● **Exercise input**
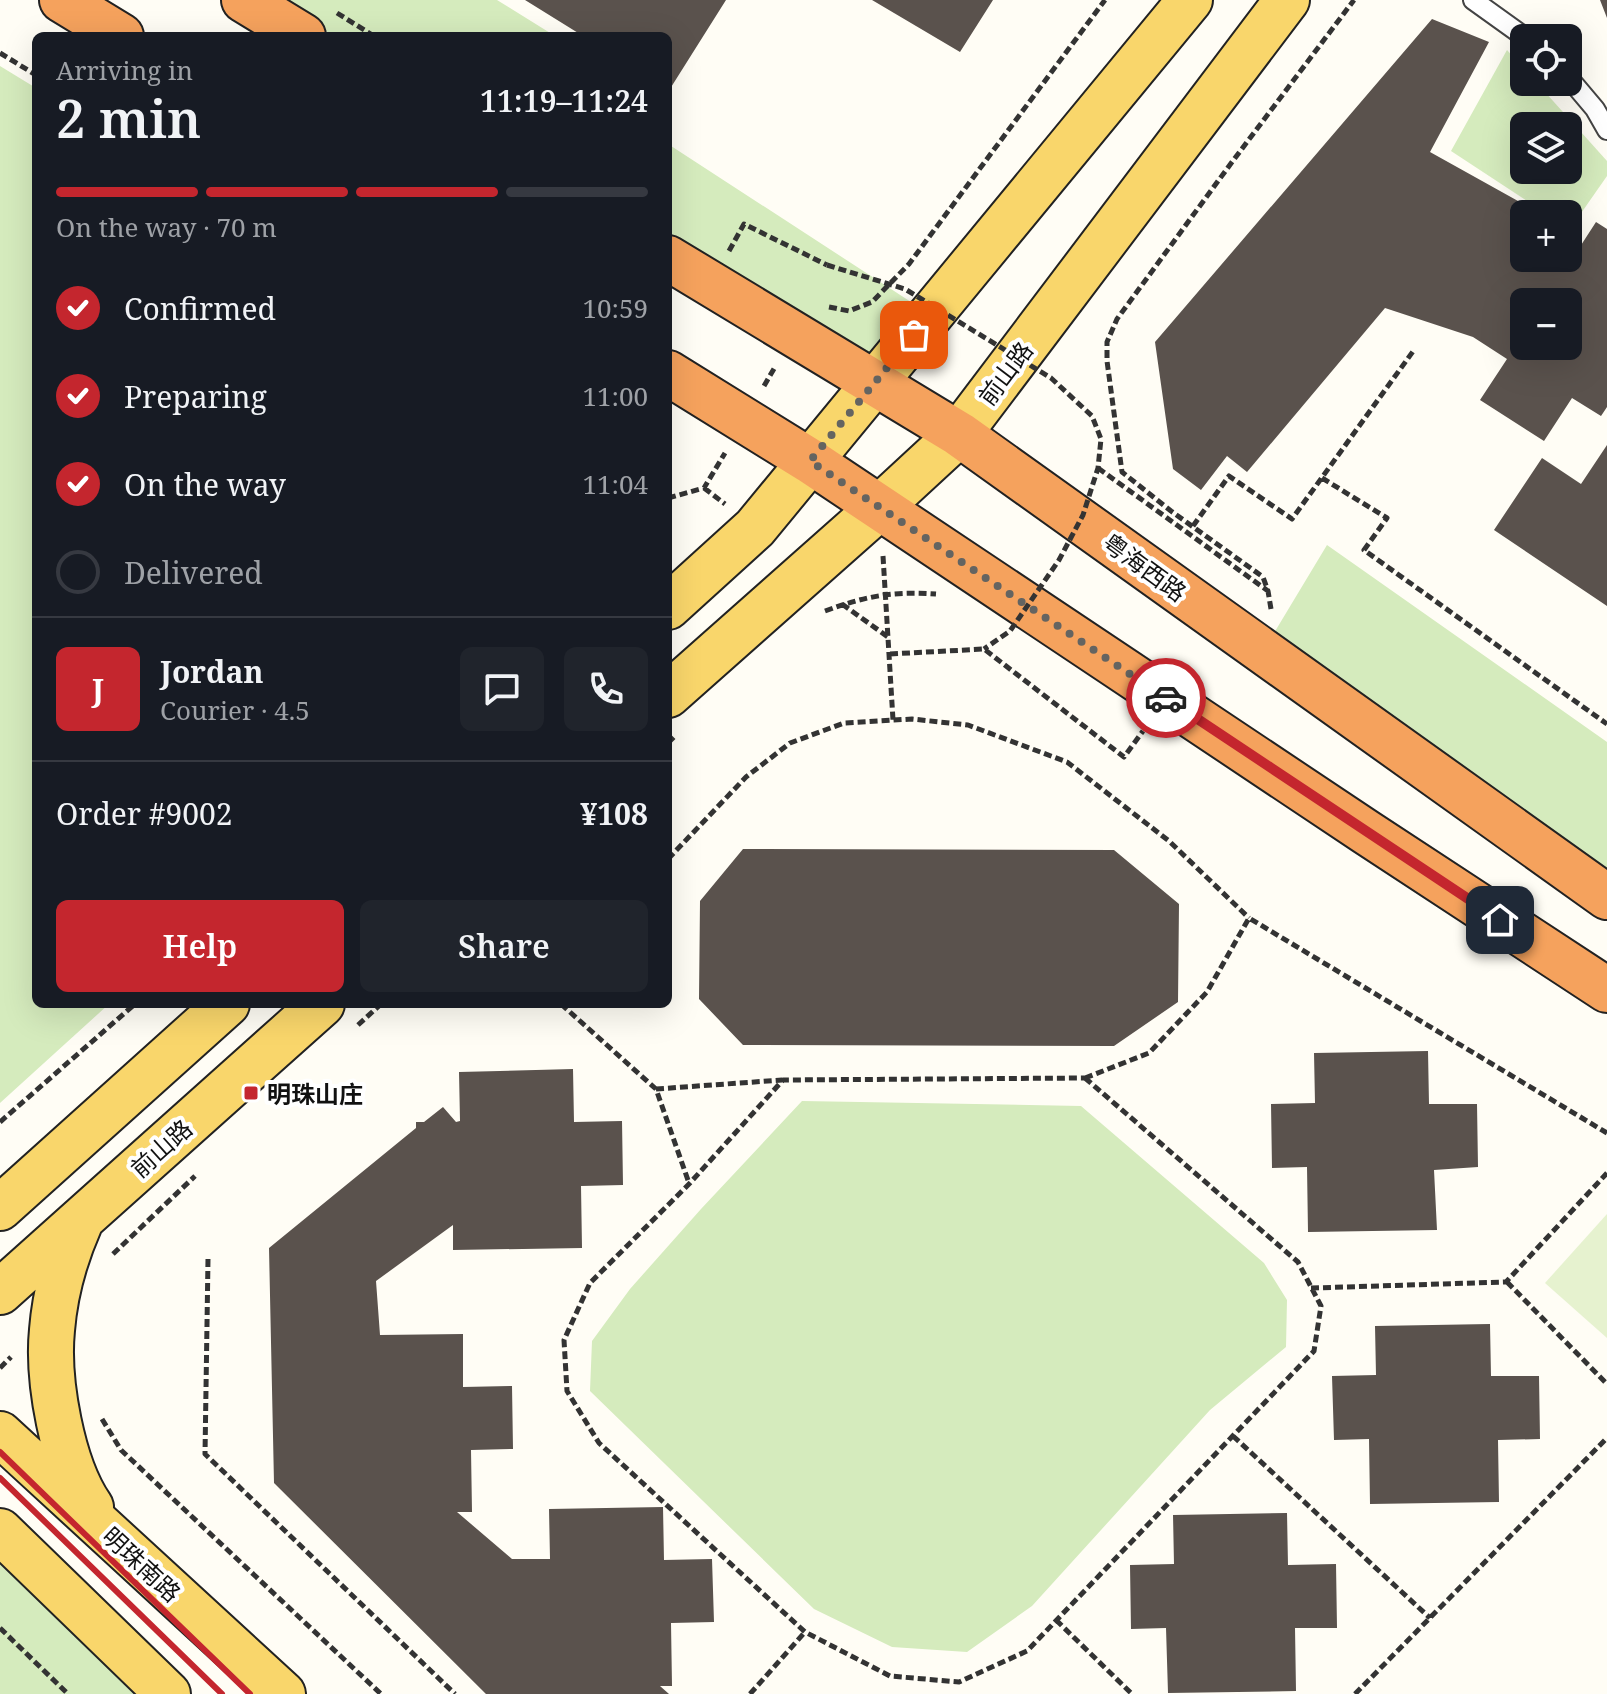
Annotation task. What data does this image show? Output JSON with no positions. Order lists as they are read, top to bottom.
{
  "streets": {
    "highway": ["粤海西路"],
    "main road": ["前山路", "明珠南路"]
  },
  "crossings": [
    ["前山路", "粤海西路"]
  ],
  "places": {
    "transit": ["明珠山庄"]
  },
  "page": {
    "map_buttons": ["+", "−"],
    "heading": ["2 min", "Arriving in", "11:19–11:24"],
    "panel": [
      "Jordan",
      "Courier · 4.5",
      "Order #9002",
      "¥108"
    ],
    "bar": "On the way · 70 m",
    "list": [
      ["Confirmed", "10:59"],
      ["Preparing", "11:00"],
      ["On the way", "11:04"],
      "Delivered"
    ],
    "round": "J",
    "buttons": ["Help", "Share"]
  }
}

● **Assigned task**
Output every entry exactly. Pictures stay out.

● **Task solution**
Annotation task. What data does this image show? Output JSON with no positions. Order lists as they are read, top to bottom.
{
  "streets": {
    "highway": ["粤海西路"],
    "main road": ["前山路", "明珠南路"]
  },
  "crossings": [
    ["前山路", "粤海西路"]
  ],
  "places": {
    "transit": ["明珠山庄"]
  },
  "page": {
    "map_buttons": ["+", "−"],
    "heading": ["2 min", "Arriving in", "11:19–11:24"],
    "panel": [
      "Jordan",
      "Courier · 4.5",
      "Order #9002",
      "¥108"
    ],
    "bar": "On the way · 70 m",
    "list": [
      ["Confirmed", "10:59"],
      ["Preparing", "11:00"],
      ["On the way", "11:04"],
      "Delivered"
    ],
    "round": "J",
    "buttons": ["Help", "Share"]
  }
}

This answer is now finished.